England Sevens players defiant in pursuit of following Tokyo Olympics dream

Kate Rowan
·5-min read
Holly Aitchison (left to right), Deborah Fleming and Amy Wilson-Hardy have the Tokyo Games in their sights - GETTY IMAGES
Holly Aitchison (left to right), Deborah Fleming and Amy Wilson-Hardy have the Tokyo Games in their sights - GETTY IMAGES

Members of the women’s England Sevens squad have vowed to train for the Tokyo Olympics even if they lose their central contracts at the end of this month and are forced to seek alternative employment.

Telegraph Sport revealed last week that the Rugby Football Union plans to cut funding for the majority of England Sevens players, even though they are likely to make up the bulk of the Team GB sevens sides due to compete in the Games next year.

Many in the women’s squad feel their only option is to make a temporary switch to XVs and play in the Premier15s to keep up competitive rugby. With the English women’s top tier still mainly amateur, however, players are also seeking full-time employment or educational opportunities.

Deborah Fleming, who was part of England’s bronze-medal winning side at the 2018 Commonwealth Games, has talked of “struggling” emotionally over the past few months, but that has only strengthened her resolve to push towards Tokyo.

“For me, it was like heartache, I had heartache about the Olympics being postponed,” she said. “I had a heartache because you have to realise you may not be selected and come next year I may not be able to maintain the fitness, strength, power, speed and skill set to contend anymore for a position because I am going to be working full time.”

Unlike the majority of Olympic sports, sevens does not receive any funding from UK Sport.

With the RFU projecting losses between £73 million and £107 million for this financial year, players were advised to explore other options between now and the resumption of the Sevens World Series in the new year.

Fleming, 29, who first took up sevens in 2012 having represented the South-West in netball and athletics, says that she has secured a “nine-to-five role” in the corporate world and will be working 40-hour weeks. “I recognise the challenges of going into full-time employment and how that is going to have a large impact on my training ability and the kinds of sessions I can get done, but I think everybody recognises that you have to pay bills,” she said.

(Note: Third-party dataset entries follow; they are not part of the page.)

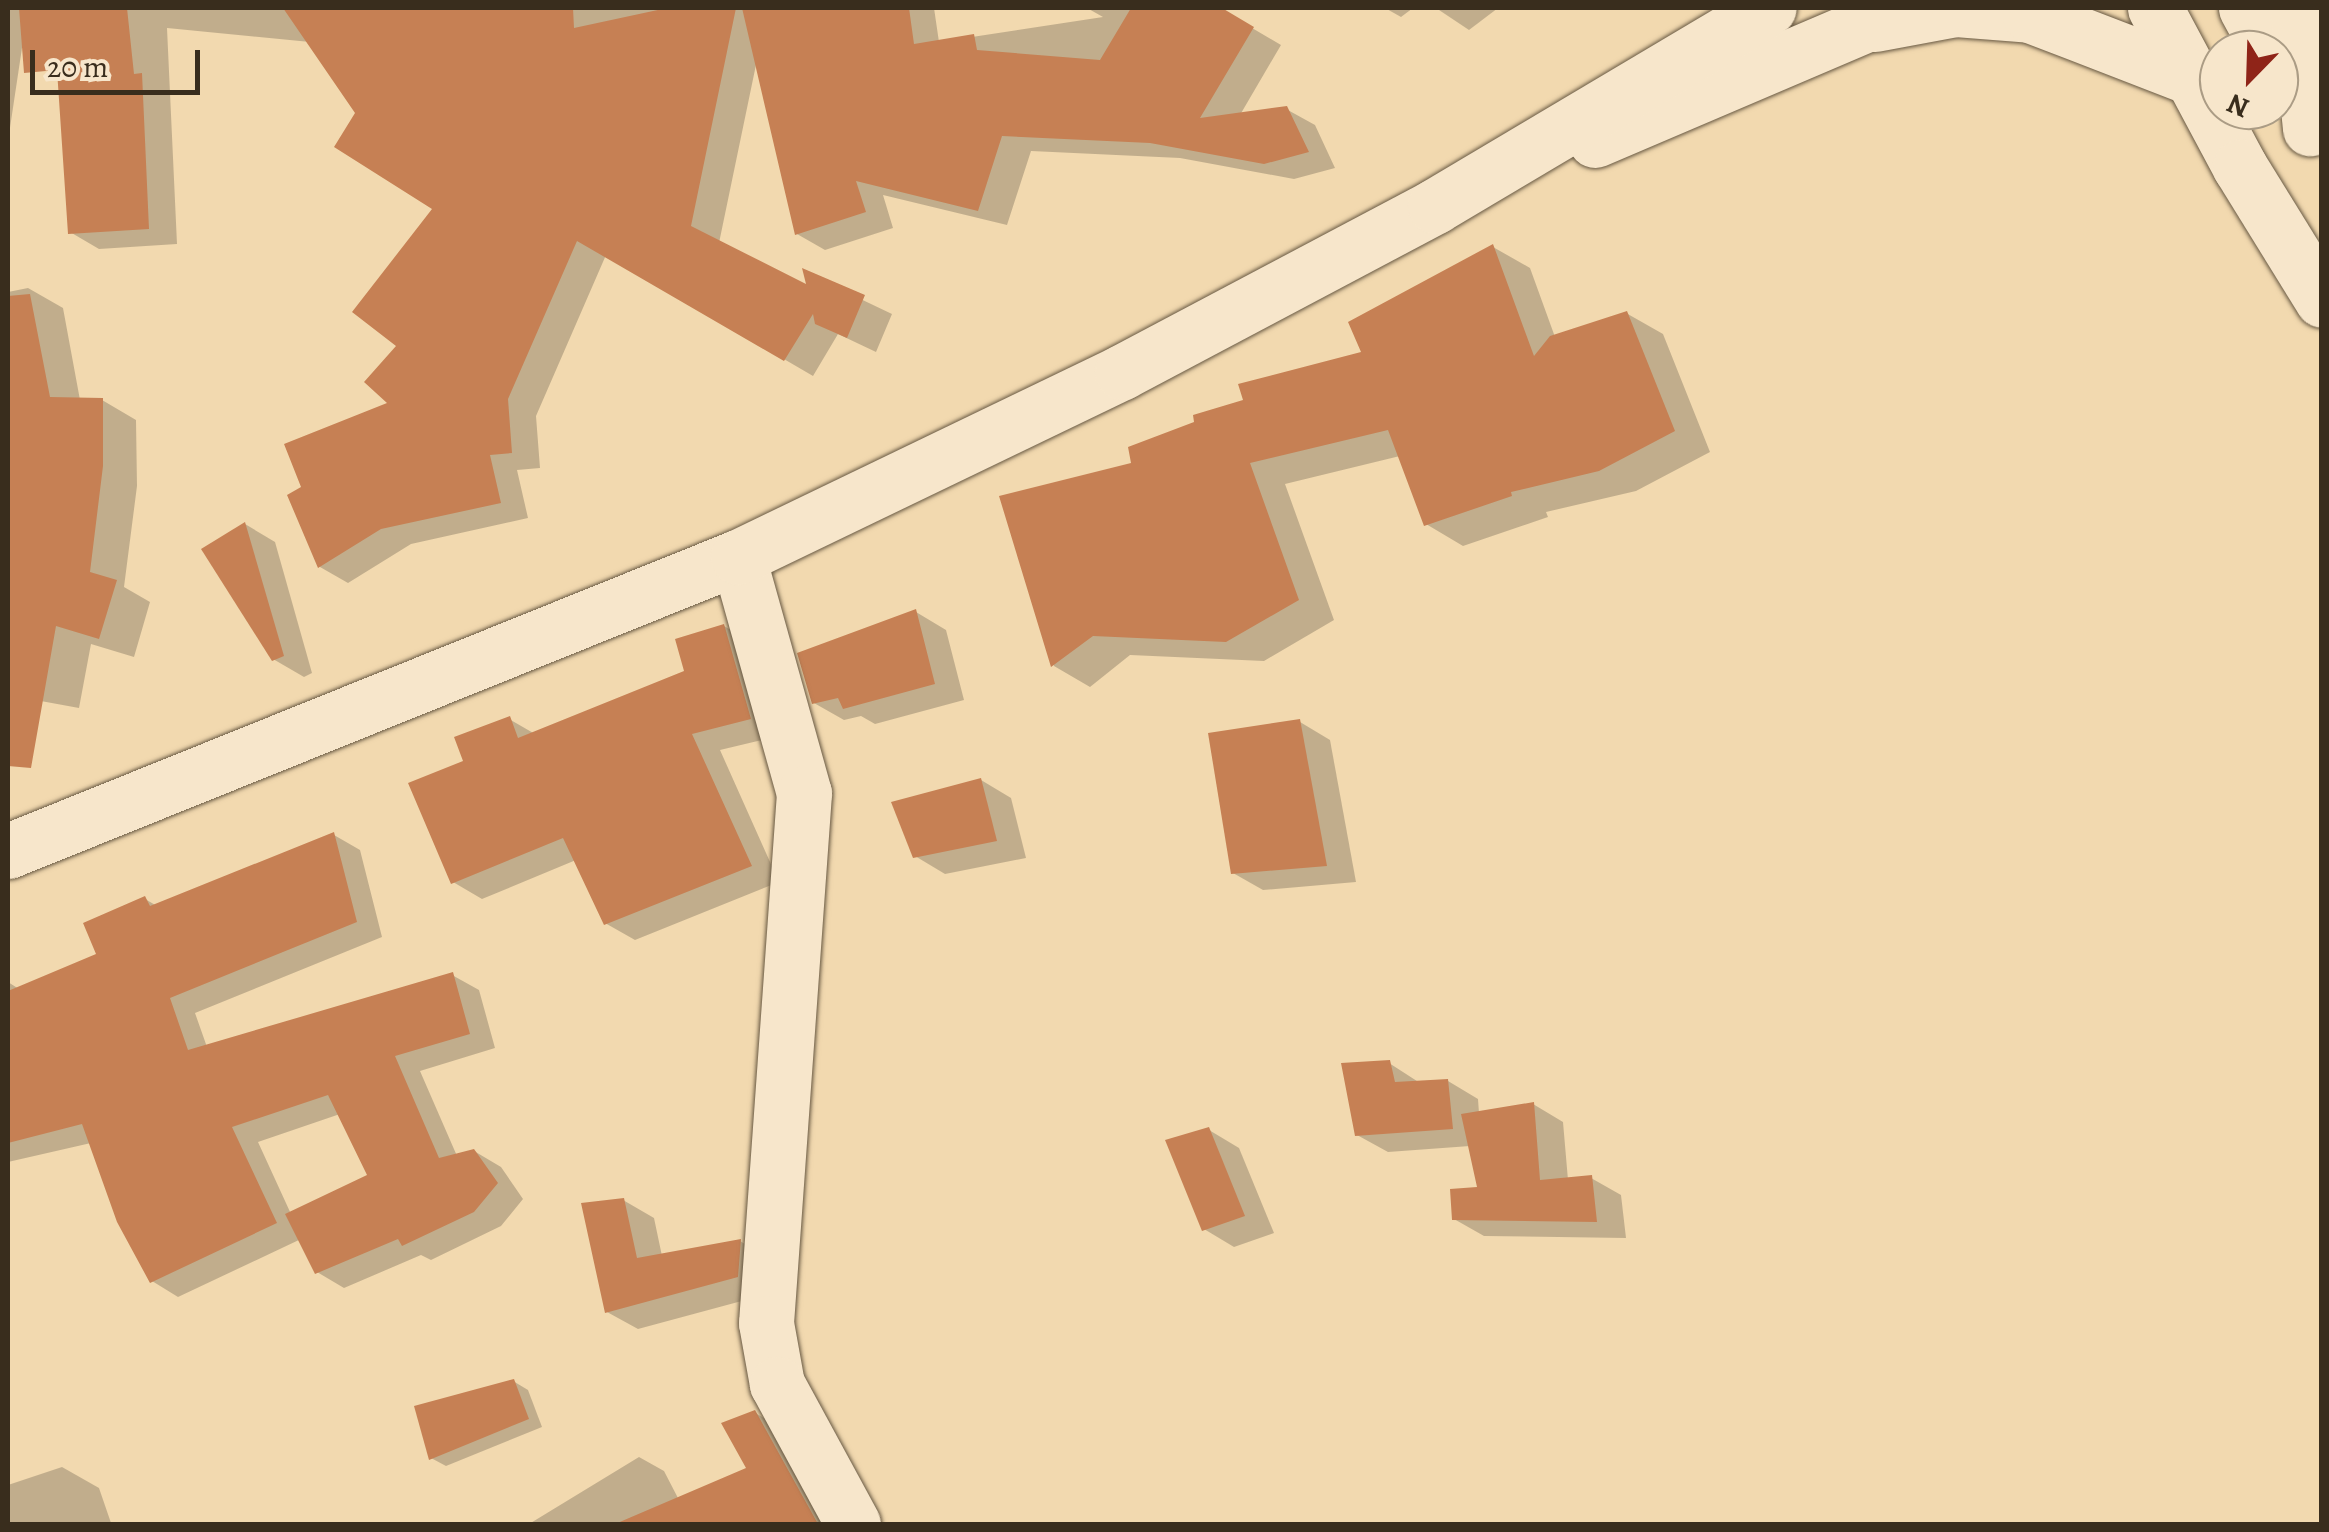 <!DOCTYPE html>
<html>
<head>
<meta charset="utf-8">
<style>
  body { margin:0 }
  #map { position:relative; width:2329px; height:1532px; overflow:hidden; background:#f2d9af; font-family:Alegreya,serif }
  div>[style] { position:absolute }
  .shadow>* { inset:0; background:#0003 }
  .building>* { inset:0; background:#c68054 }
  .roads { filter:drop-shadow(0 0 2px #675842) drop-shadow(0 0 2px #675842) }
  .minor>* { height:55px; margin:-27.5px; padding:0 27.5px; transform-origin:27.5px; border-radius:27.5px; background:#f7e6cb }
  .tertiary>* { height:55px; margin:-27.5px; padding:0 27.5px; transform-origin:27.5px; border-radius:27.5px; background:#f7e6cb }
  .secondary>* { height:55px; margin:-27.5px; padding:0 27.5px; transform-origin:27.5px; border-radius:27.5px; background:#f7e6cb }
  span { translate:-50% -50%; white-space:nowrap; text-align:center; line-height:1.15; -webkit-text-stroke:10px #f7e6cb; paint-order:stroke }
  .frame { position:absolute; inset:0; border:10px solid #392d1d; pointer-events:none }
  .north { position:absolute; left:2199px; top:30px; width:100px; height:100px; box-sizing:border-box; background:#f7e6cb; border:2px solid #ab9c85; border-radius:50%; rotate:203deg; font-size:28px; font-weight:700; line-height:40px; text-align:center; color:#392d1d }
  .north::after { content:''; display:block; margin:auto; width:35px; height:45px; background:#8f2418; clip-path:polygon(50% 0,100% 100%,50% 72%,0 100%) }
  .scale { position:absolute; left:30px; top:50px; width:170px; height:45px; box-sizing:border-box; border:5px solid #392d1d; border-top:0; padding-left:12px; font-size:30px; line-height:35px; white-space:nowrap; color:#392d1d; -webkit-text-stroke:8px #f7e6cb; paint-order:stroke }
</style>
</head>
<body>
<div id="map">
  <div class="shadow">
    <div style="clip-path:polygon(8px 8px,28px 8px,8px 141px)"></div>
    <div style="clip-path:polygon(53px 8px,934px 8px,939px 42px,1103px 17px,1087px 8px,1218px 8px,1281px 45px,1240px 115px,1286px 109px,1315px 125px,1335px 168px,1294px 179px,1180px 158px,1031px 151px,1007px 225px,883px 195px,893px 228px,825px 250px,797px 234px,757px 60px,719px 243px,809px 289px,806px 273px,892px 314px,876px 352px,838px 334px,813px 376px,606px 255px,536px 416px,540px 468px,517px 470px,528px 518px,411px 544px,348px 583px,320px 567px,304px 488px,392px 404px,400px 346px,436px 208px,310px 42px,167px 28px,177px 244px,99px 249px,70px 232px)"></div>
    <div style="clip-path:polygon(1385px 8px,1413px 8px,1401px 17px)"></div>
    <div style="clip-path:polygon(1436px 8px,1498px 8px,1469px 30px)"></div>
    <div style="clip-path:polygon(1493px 247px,1530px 268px,1555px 337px,1626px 313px,1663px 334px,1710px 452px,1636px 491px,1546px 512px,1548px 517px,1463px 546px,1426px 524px,1400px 456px,1285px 484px,1334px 620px,1264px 661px,1130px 655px,1090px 687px,1054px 666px,1002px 497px,1134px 465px,1246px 402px,1364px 354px)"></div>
    <div style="clip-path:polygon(28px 288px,63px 308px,80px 400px,102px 400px,136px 420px,137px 486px,124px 587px,150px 602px,134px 657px,91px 644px,79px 708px,8px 695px,8px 292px)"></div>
    <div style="clip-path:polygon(245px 524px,275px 542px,312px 673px,304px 677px,273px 659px)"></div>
    <div style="clip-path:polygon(916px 612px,946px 630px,964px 700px,875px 724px,861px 716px,844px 720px,814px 703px)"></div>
    <div style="clip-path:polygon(724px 626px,753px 643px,779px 736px,720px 750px,779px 882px,635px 940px,605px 923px,576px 860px,482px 899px,453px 882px,466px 762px,509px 719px,535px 734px,687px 673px)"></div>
    <div style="clip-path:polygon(1300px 722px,1330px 740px,1356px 882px,1263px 890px,1233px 873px)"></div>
    <div style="clip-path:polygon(981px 780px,1011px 798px,1026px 858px,945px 874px,915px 856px)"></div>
    <div style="clip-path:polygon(evenodd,334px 835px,360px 850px,382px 937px,195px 1013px,207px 1047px,452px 975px,479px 990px,495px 1048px,420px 1071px,457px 1156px,474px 1151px,501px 1167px,523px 1199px,501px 1226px,431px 1260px,421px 1255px,344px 1288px,317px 1272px,301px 1239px,178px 1297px,152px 1281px,91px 1143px,8px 1162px,8px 982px,19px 989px,100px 955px,145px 899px,157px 906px,334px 835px,340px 1114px,370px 1176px,291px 1214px,258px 1142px,340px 1114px)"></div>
    <div style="clip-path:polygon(1389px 1063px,1420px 1083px,1448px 1081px,1478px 1099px,1479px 1113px,1533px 1104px,1563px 1122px,1568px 1180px,1591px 1178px,1621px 1195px,1626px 1238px,1484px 1236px,1454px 1219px,1480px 1189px,1470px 1146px,1388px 1152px,1357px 1135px)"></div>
    <div style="clip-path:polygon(1209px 1130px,1239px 1148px,1274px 1233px,1234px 1247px,1204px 1229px)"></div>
    <div style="clip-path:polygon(623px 1200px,654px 1218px,662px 1256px,740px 1241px,770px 1259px,768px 1294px,638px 1329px,607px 1312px)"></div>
    <div style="clip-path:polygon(513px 1381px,528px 1390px,542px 1427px,446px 1466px,431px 1458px)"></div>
    <div style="clip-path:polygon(755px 1413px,780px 1427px,833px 1524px,529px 1524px,639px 1457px,664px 1471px,679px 1500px,750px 1469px)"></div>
    <div style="clip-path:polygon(62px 1467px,99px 1488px,111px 1523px,8px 1524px,8px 1485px)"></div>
  </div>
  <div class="building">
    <div style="clip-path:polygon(19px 8px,127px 8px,134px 74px,142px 73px,149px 229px,68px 234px,57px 70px,24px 73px)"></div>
    <div style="clip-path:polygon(283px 8px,573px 8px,574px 28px,667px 8px,736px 8px,691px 226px,806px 284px,802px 268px,865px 295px,847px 338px,815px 324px,813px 314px,784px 361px,577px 241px,508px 399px,512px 453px,490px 455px,501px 503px,381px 529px,318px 568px,287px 495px,301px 487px,284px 444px,387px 403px,364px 382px,396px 346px,352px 312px,432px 209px,334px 147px,355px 113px)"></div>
    <div style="clip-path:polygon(742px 8px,909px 8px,914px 44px,974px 34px,977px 50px,1100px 60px,1131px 8px,1222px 8px,1254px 27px,1200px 118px,1287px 106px,1309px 152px,1264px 164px,1150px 143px,1002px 136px,978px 211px,856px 181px,866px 212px,795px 235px)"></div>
    <div style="clip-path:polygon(1493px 244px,1534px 356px,1550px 336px,1627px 311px,1675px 431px,1599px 471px,1511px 492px,1512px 496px,1424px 526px,1388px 430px,1250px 463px,1299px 600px,1226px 642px,1093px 636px,1051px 667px,999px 496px,1131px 463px,1128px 447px,1194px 422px,1193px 415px,1243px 400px,1238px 384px,1361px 352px,1348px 322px)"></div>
    <div style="clip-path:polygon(30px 294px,50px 397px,103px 398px,103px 466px,90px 572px,117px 580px,99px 639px,56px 626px,31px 768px,8px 766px,8px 296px)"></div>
    <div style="clip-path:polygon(245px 522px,284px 656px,272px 661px,201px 549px)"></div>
    <div style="clip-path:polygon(916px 609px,935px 684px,843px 709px,838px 698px,812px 704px,797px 653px)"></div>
    <div style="clip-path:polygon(724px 624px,751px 719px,692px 734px,752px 866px,604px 925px,563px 838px,451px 884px,408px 783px,463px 761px,454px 737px,510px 716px,518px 738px,684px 671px,675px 639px)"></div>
    <div style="clip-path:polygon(1300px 719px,1327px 866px,1231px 874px,1208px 733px)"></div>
    <div style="clip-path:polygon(981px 778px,997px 841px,913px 858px,891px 802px)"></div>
    <div style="clip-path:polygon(334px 832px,357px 922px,170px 998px,188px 1050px,453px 972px,470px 1034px,395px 1056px,439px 1158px,474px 1149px,498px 1183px,474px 1212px,402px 1246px,398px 1239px,315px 1274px,285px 1214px,367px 1175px,328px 1095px,232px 1127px,277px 1223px,150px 1283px,117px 1222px,82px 1124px,8px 1143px,8px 991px,96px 954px,83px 923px,145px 896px,150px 906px)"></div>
    <div style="clip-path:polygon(1390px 1060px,1395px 1082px,1448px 1079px,1453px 1129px,1355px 1136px,1341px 1063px)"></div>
    <div style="clip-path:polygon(1534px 1102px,1540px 1180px,1592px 1175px,1597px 1222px,1452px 1220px,1450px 1189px,1477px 1187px,1461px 1114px)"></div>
    <div style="clip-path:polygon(1209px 1127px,1245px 1216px,1202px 1231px,1165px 1140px)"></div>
    <div style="clip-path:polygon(624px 1198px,637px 1258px,741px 1239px,738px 1277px,605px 1313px,581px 1203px)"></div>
    <div style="clip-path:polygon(514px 1379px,529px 1419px,429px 1460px,414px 1406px)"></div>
    <div style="clip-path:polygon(755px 1410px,818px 1524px,615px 1524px,746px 1468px,721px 1423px)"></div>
  </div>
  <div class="roads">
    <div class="minor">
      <div style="left:738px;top:557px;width:245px;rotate:74.4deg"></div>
      <div style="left:804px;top:793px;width:531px;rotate:94.1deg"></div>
      <div style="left:766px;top:1323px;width:62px;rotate:79.8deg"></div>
      <div style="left:777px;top:1384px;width:159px;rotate:61.5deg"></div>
    </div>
    <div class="tertiary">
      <div style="left:2155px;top:8px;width:180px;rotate:61.9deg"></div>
      <div style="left:2240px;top:167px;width:156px;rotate:58.3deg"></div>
      <div style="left:2246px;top:8px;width:48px;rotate:61.3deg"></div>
      <div style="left:2298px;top:8px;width:121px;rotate:84.3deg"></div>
      <div style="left:1875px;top:24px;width:82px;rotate:-10.5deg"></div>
      <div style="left:1956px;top:9px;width:74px;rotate:4.6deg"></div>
      <div style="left:2030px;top:15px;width:175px;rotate:21.1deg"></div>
    </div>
    <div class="secondary">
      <div style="left:1595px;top:140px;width:337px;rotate:-23.1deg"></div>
      <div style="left:8px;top:851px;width:787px;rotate:-21.94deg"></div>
      <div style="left:738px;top:557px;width:426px;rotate:-25.7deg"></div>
      <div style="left:1122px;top:372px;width:354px;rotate:-27.9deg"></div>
      <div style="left:1435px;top:206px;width:388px;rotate:-30.7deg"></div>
    </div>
  </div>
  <div class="frame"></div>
  <div class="north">N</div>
  <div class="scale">20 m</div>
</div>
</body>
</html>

Fleming and team-mate Amy Wilson Hardy have found themselves in this position before of balancing elite rugby with full-time work or study, but there is a younger cohort in the squad who have only ever known professionalism with the England Sevens programme.

“Deborah, myself and maybe two of the other girls have experienced what it is like not to be a professional athlete, but the majority of these girls have come straight into professional sport,” said Wilson Hardy, who was part of the 2016 Team GB squad who finished fourth in Rio.

“I don’t want to speak out of turn but maybe because it is a younger squad, there is less financial pressure on some of the younger girls but some people do have mortgages to pay and financial stress.”

One of those younger players who looked to be part of the first generation of full-time female rugby professionals in England is 22-year-old Holly Aitchison from Formby.

Aitchison admits that taking on an apprenticeship and part-time job alongside rugby will take some adjustment. “From a younger player’s perspective, we are definitely a bit naive because we have never known anything other than being professional,” she said. “There is also a massive point there that we don’t know what it entails to train and to work. We were anxious.

I was privileged that I was never anything but a professional and I am scared to not be professional.”

Another disadvantage the players will face is being unable to train together regularly over the next five or six months. Fleming said: “You can do weights or running sessions alone but actually it is really important to have those relationships on the pitch and to spend as much time together as possible on the pitch. We are reducing all of that. Ideally, I would like to be still playing with everybody as a collective to keep that going.”

Sports Briefing
Sports Briefing

With the players on furlough since March, the psychological strain has impacted them in different ways. Wilson Hardy struggled on what would have been the day of the Olympic opening ceremony but says she had been experiencing some anxiety around weight loss in lockdown. “There is a lot to the emotional roller coaster. For me I am five kilos lighter than I was at the start of lockdown. That isn’t good for a rugby player; don’t read that like, ‘Oh, it is great, she has lost weight’. I will be trying my best to put that back on,” she said.

“That has almost been more of an effect up here (in her head) than with my body and we are lucky none of us have been affected by coronavirus.

“There is more to it than the physical health, for me personally there is also the mental challenge, the mental health and keeping happy in myself albeit being on this journey not knowing what is going to happen. The future is so uncertain.”

Wilson Hardy strikes a note of defiance. “We are not here to plea for anything, we are here to tell our story and to show that, like how everyone is struggling in their own ways, we are overcoming and we will overcome,” she says. “We are still excited at the prospect of the Olympics but it is a lot more challenging now but we will find a way to do it.”